Les erreurs les plus fréquentes à éviter
Même avec un bon outil numérique d’organisation du travail, certaines habitudes peuvent rendre le tableau inutilement lourd. Voici les erreurs les plus courantes.
1. Vouloir tout suivre dans le même tableau sans filtre
Si votre base regroupe trop de choses différentes, elle devient illisible. Utilisez des filtres ou séparez les espaces si nécessaire.
2. Multiplier les statuts de manière artificielle
Un statut doit vous aider à agir, pas décorer la base. Si vous hésitez à distinguer “En test”, “En validation” et “En relecture” pour une tâche courte, c’est souvent qu’un statut plus simple ferait mieux l’affaire.
3. Créer trop de propriétés dès le départ
Un tableau trop chargé décourage la mise à jour. Une bonne règle : si une colonne n’est pas utilisée chaque semaine, elle n’a peut-être pas sa place dans la version de base.
4. Oublier de revoir le tableau régulièrement
Un tableau devient vite obsolète si on ne le nettoie jamais. Prenez quelques minutes chaque semaine pour vérifier les tâches terminées, supprimer les doublons et réorganiser ce qui doit l’être.
5. Transformer Notion en archive au lieu d’un outil de travail
Notion peut stocker beaucoup d’informations, mais pour le suivi quotidien, la priorité reste la lisibilité. Conservez ce qui vous aide à décider et à avancer, pas tout ce qui pourrait servir un jour.
Quand ajouter des améliorations, et quand s’arrêter
Une fois votre tableau stable, vous pouvez ajouter quelques améliorations ciblées si elles répondent à un vrai besoin :
- une propriété “Responsable” si vous travaillez à plusieurs ;
- une étiquette “Bloqué” si certaines tâches dépendent d’un retour ;
- une vue “Cette semaine” si vous avez beaucoup d’échéances ;
- une relation vers une autre base si votre organisation devient plus complexe.
Mais retenez cette règle simple : n’ajoutez une fonctionnalité que si elle améliore la prise de décision, pas seulement parce qu’elle existe. C’est souvent ce qui distingue un tableau utile d’une base de données trop sophistiquée.
Conclusion
Pour bien utiliser un tableau Notion suivi de projet, le plus important n’est pas de construire une structure impressionnante, mais une structure facile à maintenir.

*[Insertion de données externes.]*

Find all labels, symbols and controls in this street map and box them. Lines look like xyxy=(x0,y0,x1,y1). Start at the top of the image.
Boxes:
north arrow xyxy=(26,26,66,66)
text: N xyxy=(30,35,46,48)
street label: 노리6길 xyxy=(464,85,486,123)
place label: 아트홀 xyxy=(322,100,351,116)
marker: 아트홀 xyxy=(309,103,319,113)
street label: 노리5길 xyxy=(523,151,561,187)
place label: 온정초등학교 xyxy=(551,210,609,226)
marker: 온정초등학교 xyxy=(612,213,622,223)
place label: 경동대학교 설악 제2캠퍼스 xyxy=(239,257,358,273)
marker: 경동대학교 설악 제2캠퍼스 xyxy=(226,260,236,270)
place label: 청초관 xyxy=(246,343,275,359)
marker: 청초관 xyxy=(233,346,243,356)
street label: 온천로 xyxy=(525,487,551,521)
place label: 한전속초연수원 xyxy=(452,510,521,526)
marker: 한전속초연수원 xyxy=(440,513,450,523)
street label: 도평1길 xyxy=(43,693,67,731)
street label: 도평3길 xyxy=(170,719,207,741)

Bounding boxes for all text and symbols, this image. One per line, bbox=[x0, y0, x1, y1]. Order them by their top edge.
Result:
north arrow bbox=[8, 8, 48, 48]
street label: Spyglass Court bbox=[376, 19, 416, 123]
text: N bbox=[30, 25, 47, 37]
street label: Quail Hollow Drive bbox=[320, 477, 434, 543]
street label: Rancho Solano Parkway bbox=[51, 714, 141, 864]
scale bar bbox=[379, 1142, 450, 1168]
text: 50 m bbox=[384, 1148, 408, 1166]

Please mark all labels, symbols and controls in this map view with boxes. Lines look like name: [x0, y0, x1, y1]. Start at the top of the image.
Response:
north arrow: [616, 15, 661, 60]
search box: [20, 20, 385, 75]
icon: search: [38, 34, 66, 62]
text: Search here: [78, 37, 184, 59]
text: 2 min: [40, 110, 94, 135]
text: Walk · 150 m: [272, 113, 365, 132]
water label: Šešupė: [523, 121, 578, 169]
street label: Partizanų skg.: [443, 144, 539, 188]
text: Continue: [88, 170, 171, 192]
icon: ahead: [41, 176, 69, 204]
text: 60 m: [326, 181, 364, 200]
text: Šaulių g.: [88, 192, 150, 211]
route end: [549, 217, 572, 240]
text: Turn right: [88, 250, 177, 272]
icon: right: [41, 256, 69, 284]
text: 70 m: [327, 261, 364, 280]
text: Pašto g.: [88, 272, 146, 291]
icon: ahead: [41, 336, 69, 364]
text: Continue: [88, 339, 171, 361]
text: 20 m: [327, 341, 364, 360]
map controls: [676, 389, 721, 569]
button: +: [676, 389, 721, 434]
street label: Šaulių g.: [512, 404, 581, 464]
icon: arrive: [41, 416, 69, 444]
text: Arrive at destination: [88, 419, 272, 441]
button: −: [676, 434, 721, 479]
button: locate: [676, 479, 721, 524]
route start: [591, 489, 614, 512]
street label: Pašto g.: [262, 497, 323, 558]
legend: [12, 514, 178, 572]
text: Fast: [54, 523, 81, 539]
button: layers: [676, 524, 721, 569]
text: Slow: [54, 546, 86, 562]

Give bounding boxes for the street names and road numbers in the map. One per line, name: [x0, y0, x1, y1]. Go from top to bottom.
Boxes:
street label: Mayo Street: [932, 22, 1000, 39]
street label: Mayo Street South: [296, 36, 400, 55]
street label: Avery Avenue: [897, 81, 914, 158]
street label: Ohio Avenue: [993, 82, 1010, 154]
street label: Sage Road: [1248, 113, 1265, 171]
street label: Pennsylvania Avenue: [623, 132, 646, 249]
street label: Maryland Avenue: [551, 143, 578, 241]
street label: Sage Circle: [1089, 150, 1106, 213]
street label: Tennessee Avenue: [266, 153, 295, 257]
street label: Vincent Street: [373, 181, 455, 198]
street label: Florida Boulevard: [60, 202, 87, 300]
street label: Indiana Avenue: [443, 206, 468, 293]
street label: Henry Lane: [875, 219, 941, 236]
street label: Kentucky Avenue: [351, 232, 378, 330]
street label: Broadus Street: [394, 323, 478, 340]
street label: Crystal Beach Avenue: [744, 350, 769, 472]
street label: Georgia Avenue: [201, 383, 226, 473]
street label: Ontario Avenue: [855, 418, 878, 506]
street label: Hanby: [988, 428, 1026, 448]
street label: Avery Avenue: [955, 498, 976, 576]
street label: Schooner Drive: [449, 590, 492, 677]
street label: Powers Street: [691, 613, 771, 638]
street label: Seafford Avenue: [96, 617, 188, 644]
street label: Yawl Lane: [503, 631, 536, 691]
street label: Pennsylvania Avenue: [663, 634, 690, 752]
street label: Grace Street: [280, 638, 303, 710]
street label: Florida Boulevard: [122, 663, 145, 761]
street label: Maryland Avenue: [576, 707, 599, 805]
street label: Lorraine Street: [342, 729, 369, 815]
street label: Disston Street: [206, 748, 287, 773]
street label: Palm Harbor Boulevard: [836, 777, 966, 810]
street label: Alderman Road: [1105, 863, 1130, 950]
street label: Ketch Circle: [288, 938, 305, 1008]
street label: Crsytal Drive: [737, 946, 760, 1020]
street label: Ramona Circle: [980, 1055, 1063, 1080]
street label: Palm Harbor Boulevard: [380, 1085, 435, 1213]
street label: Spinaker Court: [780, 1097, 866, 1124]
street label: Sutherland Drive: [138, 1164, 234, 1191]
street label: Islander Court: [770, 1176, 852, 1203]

Quelques colonnes bien choisies, trois statuts clairs, des tâches formulées de façon précise et une vérification régulière suffisent souvent à gagner en sérénité et en efficacité.
Si vous cherchez une base de données Notion pour mieux organiser vos projets sans adopter un outil trop lourd, partez simple. Testez, ajustez, retirez ce qui encombre, gardez ce qui aide vraiment. C’est cette approche progressive qui fait la différence au quotidien.
Un bon tableau n’est pas celui qui en fait le plus. C’est celui que vous utilisez sans effort.
FAQ
Combien de colonnes faut-il dans un tableau Notion de suivi de projet ?
Il n’existe pas de nombre idéal, mais commencer avec trois à cinq colonnes suffit souvent : tâche, statut, échéance, projet et éventuellement priorité.
Faut-il utiliser un tableau ou un kanban dans Notion ?
Les deux peuvent coexister. Le tableau sert bien pour saisir et trier les tâches, tandis qu’une vue par statut est utile pour visualiser l’avancement. L’important est de ne garder que les vues que vous consultez vraiment.
Comment éviter qu’un tableau Notion devienne trop compliqué ?
Gardez une règle simple : une tâche claire, peu de statuts, des dates seulement quand elles sont utiles et un nettoyage régulier. Si une propriété ou une vue ne sert pas souvent, supprimez-la ou mettez-la de côté.
Peut-on gérer plusieurs projets dans une seule base Notion ?
Oui, à condition d’ajouter une propriété “Projet” et d’utiliser des filtres pour n’afficher qu’un dossier à la fois. Cela permet de centraliser sans mélanger tout le suivi.